Somos los adultos los que estamos metiendo a los jóvenes en cajas de oro pensando que les ayudamos a ser felices, cuando lo que hacemos es decirles que tienen un problema, que no pueden manejarlo solos y que necesitan ayuda.
Y no me refiero evidentemente a situaciones extremas, sino al día a día, a actitudes, comportamientos cotidianos sin entender en el contexto en el que han nacido, cómo se están criando y cómo lo estamos haciendo los padres.
Nos transformamos en detectores de problemas. No les dejamos equivocarse, enfadarse ni actuar fuera de lo que consideramos “ideal”.
Nos encontramos con dos escenarios que tienen en común la vulnerabilidad de nuestros hijos.
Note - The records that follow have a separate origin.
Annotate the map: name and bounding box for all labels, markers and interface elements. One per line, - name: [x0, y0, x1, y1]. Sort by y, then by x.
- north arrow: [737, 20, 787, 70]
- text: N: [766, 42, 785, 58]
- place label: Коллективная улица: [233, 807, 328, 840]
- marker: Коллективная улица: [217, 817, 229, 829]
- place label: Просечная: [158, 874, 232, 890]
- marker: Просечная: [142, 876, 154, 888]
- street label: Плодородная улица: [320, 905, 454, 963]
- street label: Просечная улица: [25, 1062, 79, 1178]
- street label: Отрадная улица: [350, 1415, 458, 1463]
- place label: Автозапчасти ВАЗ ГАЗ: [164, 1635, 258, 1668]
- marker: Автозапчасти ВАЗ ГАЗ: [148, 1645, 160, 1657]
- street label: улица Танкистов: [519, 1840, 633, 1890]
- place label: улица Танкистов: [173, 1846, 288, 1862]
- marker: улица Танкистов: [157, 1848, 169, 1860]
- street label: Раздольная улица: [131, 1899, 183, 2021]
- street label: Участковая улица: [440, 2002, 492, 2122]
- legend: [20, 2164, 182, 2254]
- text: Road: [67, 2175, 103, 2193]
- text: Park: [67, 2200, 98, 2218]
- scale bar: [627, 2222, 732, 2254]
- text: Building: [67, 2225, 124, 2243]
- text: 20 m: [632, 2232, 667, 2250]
El primero, aquellos que se tornan inseguros y se encierran en sí mismos. Quieren ser ese ideal, pero no son capaces. Al final, acaban desarrollando alguna situación que dispara la alarma, sin entender la raíz de esta. Y luego están los que, por sentir que pertenecen, se dejan llevar por las presiones externas y no logran formar una personalidad fuerte. Estos son los que se suben a la ola de lo que entienden les va a permitir entrar en esta sociedad. De esta forma, sea uno u otro patrón, los padres nos desesperamos porque no entendemos lo que está pasando y nos auxiliamos en la terapia, en lo que entendemos que pueda funcionar. Sin quererlo, los entramos en una vorágine en la que creen que existe algo mal en ellos, que no son capaces de solucionarlo y que necesitan ayuda. Y así crecerán.